Multi-stage hydraulic fracturing in horizontal laterals is a key technology in the development of Unconventional plays around the world wherein many hydraulic fractures (on the order of hundreds) are initiated that can greatly increase the surface area for flow and, correspondingly, well production. Stress profiles, both near-wellbore and far-field, play an important role in the initiation of these hydraulic fractures as well as hydraulic fracture growth.

Field measurement of the minimum stress component is often done using DFITS, mini-fracs and leak-off tests, which are very scarce and rarely done on sequenced vertical layers or along horizontal laterals. With the development of dipole sonic tools in the 1970s, log-based, continuous stress profiles (‘Frac logs’) have been used in vertical wells for hydraulic fracture design. Commonly, the minimum horizontal stress, Shmin (often mistakenly called the ‘frac gradient’) has been estimated by assuming no lateral strain (a uniaxial strain assumption) within the earth (sometimes called ‘Eaton's equation’), wherein Shmin is simply a function of Poisson's ratio (from the dipole sonic log), vertical stress, pore pressure, and Biot's constant (also computed from the dipole sonic log). There are fundamental shortcomings to this approach for estimating stresses, essentially related to the change in elastic properties through geological time and plastic deformation, which essentially promotes stress release - not elastic stress buildup. Additionally, tectonic stresses were not originally considered, and Eaton's formulation was extended to include tectonic strain effects as well as the effects of elastic anisotropy (commonly vertical transverse isotropy, VTI).

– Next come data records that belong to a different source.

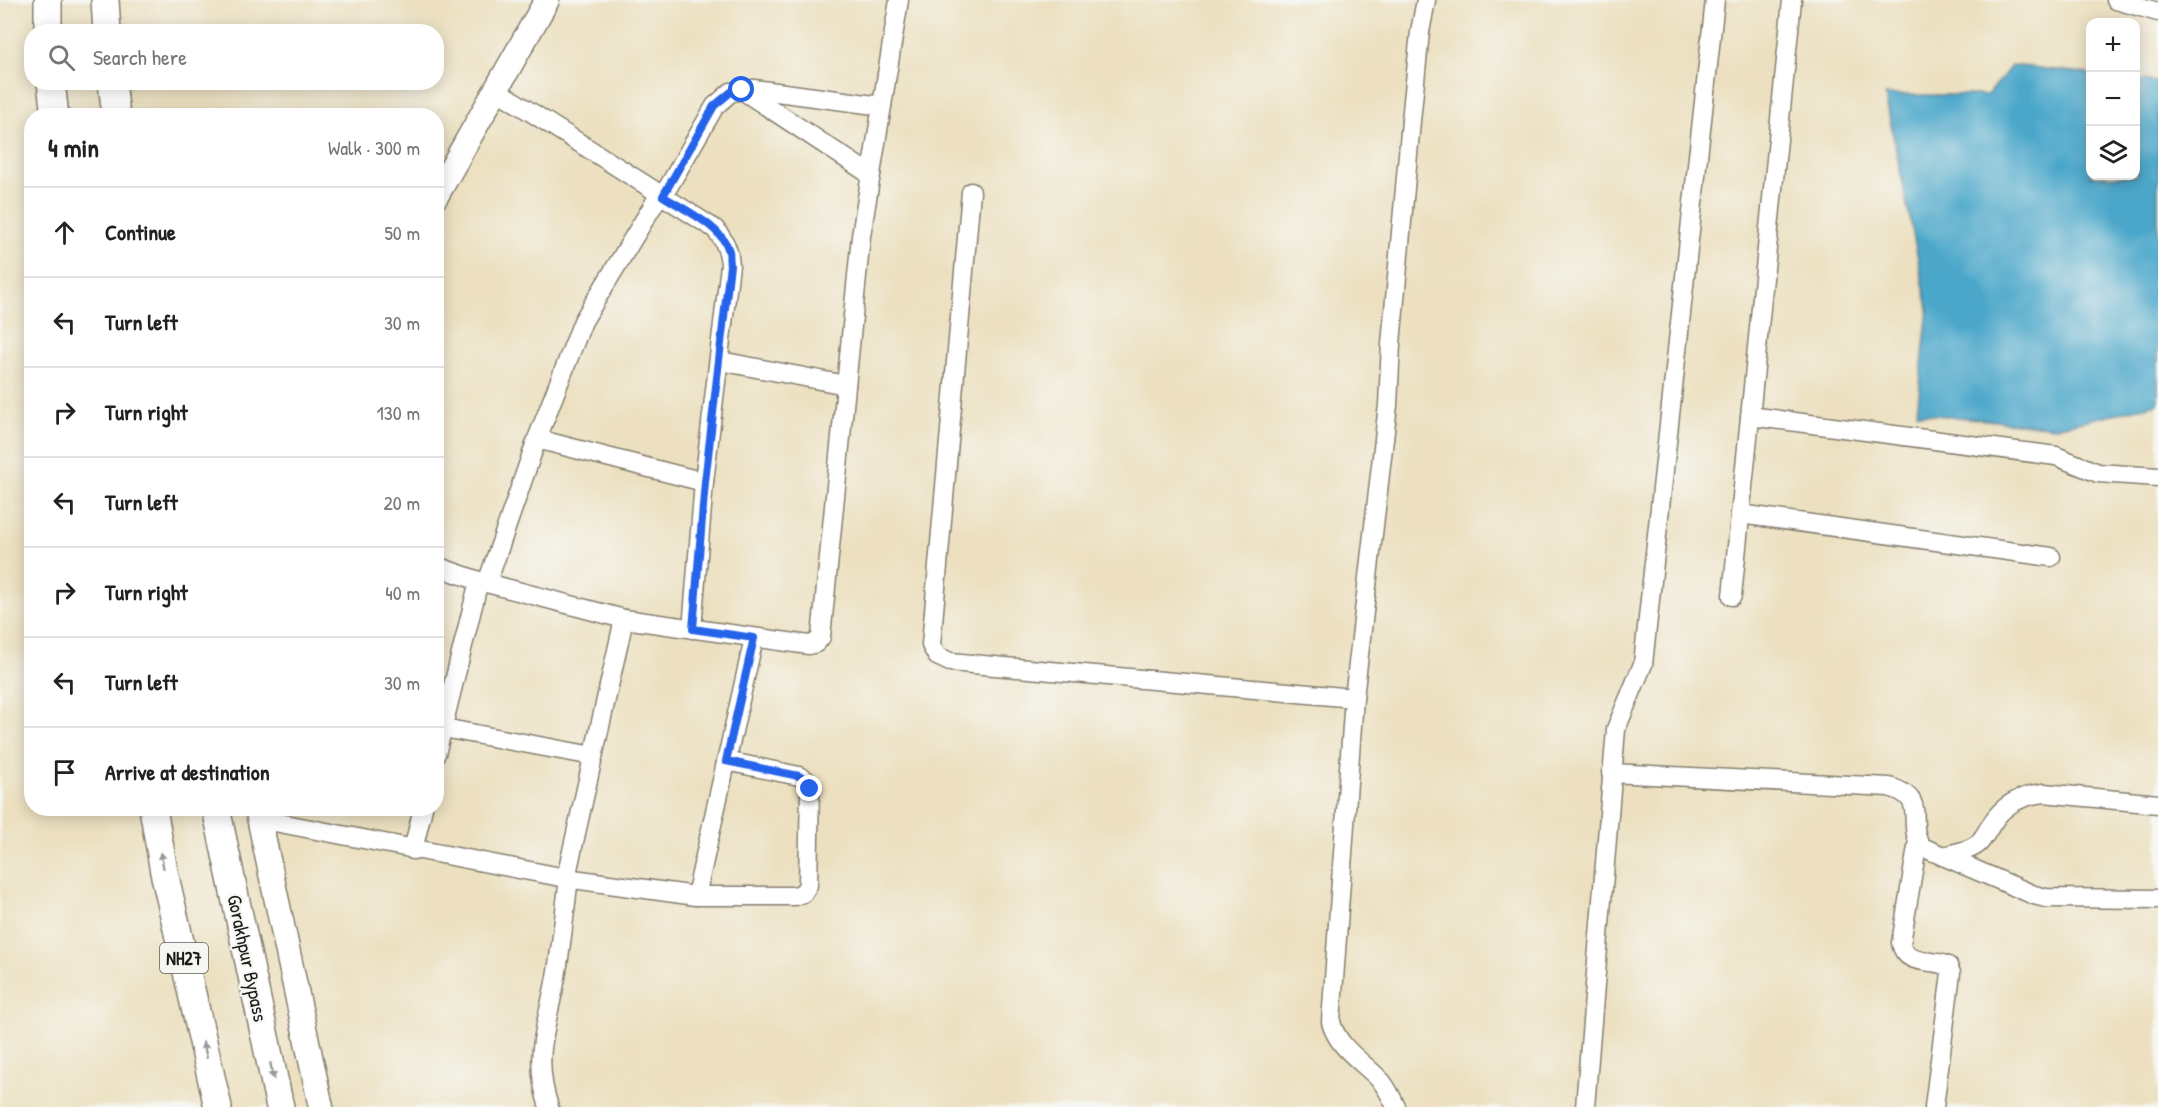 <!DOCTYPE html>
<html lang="en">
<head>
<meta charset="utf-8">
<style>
  :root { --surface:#fff; --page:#f2f2f2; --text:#222; --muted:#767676; --line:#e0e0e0 }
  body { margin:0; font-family:"Patrick Hand",sans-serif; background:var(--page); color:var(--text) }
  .controls { position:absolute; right:18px; top:18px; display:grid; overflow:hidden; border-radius:12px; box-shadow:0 3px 15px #0003 }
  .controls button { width:54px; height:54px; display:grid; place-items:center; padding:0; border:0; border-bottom:2px solid var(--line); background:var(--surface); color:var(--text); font:30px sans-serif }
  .stop { position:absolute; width:18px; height:18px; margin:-14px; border:4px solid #2563eb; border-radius:50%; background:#fff }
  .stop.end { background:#2563eb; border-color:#fff; box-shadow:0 2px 6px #0008 }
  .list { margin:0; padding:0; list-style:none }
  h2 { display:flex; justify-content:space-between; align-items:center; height:78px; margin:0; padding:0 24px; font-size:26px }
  h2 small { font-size:20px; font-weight:400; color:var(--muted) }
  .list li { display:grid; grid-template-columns:39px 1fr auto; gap:18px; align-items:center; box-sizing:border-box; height:90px; padding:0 24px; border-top:2px solid var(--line) }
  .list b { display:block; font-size:22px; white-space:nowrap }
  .list em { font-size:20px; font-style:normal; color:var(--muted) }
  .icon { flex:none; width:33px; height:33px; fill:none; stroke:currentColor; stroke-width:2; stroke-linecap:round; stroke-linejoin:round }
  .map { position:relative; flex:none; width:2158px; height:1107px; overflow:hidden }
  .search { position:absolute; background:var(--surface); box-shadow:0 3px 15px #0003; left:24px; top:24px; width:420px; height:66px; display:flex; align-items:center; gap:15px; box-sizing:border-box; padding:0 21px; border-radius:24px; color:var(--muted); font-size:22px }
  .panel { position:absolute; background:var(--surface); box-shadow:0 3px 15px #0003; left:24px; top:108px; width:420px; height:708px; border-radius:24px }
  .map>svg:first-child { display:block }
  .water { fill:#4ca7ca; stroke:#346273; stroke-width:1.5 }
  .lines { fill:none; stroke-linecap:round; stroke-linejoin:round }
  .minor-casing { stroke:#847e6e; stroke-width:21 }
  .major-casing { stroke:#847e6e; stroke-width:27 }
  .highway-casing { stroke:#847e6e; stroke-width:30 }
  .minor { stroke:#fff; stroke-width:18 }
  .major { stroke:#fff; stroke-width:24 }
  .highway { stroke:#fff; stroke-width:27 }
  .oneway { fill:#999 }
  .route { stroke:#2563eb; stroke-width:8 }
  .labels { text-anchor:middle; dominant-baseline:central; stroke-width:4.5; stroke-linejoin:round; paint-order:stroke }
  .shield { fill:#f6f6f2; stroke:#5d5d5c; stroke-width:1.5 }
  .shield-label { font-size:18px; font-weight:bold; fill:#1c1c1c }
  .street-label { font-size:20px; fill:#1c1c1c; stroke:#f6f6f2 }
</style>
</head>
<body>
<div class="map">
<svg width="2158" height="1107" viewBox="0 0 2158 1107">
  <rect width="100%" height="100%" fill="#f6f6f2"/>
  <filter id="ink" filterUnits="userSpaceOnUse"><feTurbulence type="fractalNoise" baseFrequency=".0167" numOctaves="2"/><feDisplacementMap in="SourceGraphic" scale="12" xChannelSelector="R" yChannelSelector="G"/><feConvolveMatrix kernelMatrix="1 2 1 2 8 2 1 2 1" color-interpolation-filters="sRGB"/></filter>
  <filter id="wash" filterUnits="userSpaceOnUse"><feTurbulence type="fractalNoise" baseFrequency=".008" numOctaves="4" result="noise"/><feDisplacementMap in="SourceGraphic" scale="24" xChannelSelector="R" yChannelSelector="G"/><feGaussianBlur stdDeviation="1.35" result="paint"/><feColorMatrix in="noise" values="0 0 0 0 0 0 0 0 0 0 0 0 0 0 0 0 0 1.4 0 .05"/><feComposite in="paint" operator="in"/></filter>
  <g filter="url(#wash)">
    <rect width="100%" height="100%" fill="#ece0c0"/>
    <path class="water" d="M2012,65L2090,74V176H2136V79L2158,82V404L2056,427L1917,413L1928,308L1885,95H1988Z"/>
  </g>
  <g filter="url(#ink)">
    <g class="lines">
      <g class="minor-casing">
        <g id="minor">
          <path d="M2116,0L2158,12"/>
          <path d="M496,90L715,229C725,241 729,250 730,265L704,482L692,629"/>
          <path d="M742,90L871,175"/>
          <path d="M971,192L931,645L937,656L950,662L1354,698"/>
          <path d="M663,196L715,106L731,92L754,89L882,106"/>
          <path d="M720,361L846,385"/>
          <path d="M1750,416L2056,456L2098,473L2158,477"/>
          <path d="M537,439L704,482"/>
          <path d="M1740,514L2051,557"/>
          <path d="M436,566L479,581L624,619L809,645L816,643L821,637L861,236L899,0"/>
          <path d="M487,583L537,439L583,321L660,194"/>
          <path d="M1732,596L1792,0"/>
          <path d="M443,728L593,756"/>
          <path d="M436,754L479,581"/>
          <path d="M1611,773L1889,787C1931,799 1904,823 1922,847L2034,895L2046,898L2158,899"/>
          <path d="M259,819L566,878L696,896H794L803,893L808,885L810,789L806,780L799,776L726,761"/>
          <path d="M1918,841L1901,943C1906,967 1931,958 1948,966L1951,973L1934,1107"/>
          <path d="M413,850L423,808"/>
          <path d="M1943,856C1954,853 1971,851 1979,843C1986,835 1991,823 1998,815C2010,801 2026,795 2044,793L2158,804"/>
          <path d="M566,878L624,619"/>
          <path d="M696,896L754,638"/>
          <path d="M549,1107C531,1054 549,1022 557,971C562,940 565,909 569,878"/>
          <path d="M1396,1107C1392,1098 1388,1090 1382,1082C1364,1062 1338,1049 1331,1022L1354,698L1388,405L1391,344L1411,121L1420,32L1426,0"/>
          <path d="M1585,1107L1616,729L1643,664L1715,0"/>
        </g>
      </g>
      <g class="major-casing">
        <g id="major">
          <path d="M436,196L547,0"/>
          <path d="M257,808L321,1107"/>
        </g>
      </g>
      <g class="highway-casing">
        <g id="highway">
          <path d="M48,0V32"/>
          <path d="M105,0L107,32"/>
          <path d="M51,82L55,116"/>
          <path d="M112,82L116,116"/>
          <path d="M153,808L164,872L218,1107"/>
          <path d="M216,808L280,1107"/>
        </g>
      </g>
      <use href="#minor" class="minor"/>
      <use href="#major" class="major"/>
      <use href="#highway" class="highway"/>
    </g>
    <defs><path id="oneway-solid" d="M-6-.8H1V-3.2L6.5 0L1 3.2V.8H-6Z" transform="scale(1.5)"/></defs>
    <g class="oneway">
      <use href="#oneway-solid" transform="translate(162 860) rotate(-100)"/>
      <use href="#oneway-solid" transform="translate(205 1050) rotate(-103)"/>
      <use href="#oneway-solid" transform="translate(272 1071) rotate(78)"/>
    </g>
  </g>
  <g class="lines" filter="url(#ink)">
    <path class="route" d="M742,90L731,92L714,106L663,196C683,209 723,227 729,251C730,255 729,261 730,265L705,482L693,629L754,638L726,761L799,776L806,780L810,789"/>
  </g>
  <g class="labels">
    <rect class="shield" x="160" y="943" width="48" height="30" rx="4.5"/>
    <g class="shield-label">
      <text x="184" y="958">NH27</text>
    </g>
    <g class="street-label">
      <text transform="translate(248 958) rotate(78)">Gorakhpur Bypass</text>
    </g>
  </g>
</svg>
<div class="controls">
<button>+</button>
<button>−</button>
<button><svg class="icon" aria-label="layers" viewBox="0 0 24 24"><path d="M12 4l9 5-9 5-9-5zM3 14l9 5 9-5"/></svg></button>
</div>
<div class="stop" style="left:742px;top:90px"></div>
<div class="stop end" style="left:810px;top:789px"></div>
<div class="search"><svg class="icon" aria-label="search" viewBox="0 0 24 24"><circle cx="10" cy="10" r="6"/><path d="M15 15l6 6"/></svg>Search here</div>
<section class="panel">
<h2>4 min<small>Walk · 300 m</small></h2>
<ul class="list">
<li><svg class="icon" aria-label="ahead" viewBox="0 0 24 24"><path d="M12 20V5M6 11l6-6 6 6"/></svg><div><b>Continue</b></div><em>50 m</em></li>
<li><svg class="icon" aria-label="left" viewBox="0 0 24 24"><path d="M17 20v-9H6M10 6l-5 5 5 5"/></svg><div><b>Turn left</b></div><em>30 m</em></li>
<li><svg class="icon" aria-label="right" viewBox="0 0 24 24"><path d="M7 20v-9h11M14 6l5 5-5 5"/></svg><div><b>Turn right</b></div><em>130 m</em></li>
<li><svg class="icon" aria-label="left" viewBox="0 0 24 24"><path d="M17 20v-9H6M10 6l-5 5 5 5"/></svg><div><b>Turn left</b></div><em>20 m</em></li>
<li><svg class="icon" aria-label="right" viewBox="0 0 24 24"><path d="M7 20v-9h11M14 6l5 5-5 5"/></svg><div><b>Turn right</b></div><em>40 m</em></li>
<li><svg class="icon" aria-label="left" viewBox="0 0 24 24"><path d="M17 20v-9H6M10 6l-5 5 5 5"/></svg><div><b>Turn left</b></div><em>30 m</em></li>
<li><svg class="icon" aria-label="arrive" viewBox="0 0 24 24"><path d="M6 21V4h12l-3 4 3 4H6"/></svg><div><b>Arrive at destination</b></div></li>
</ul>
</section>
</div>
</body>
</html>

For horizontal wells, the need for accurate stress measurements is even more critical than for vertical wells; however, Poisson's ratio values obtained from dipole sonic tools run in a horizontal lateral cannot be used to generate a profile of stress along the wellbore as done in vertical wells. The focus of the numerical study presented in this paper was on the limitations and inaccuracies of computing log-based stress in horizontal laterals.

The results presented in the paper provide important insight into the variation of in-situ stress along horizontal laterals as well as the associated change in breakdown pressure. As estimated breakdown pressure has become a common metric for perforation placement, the results of the presented work will impact common horizontal well completion designs in Unconventional Plays.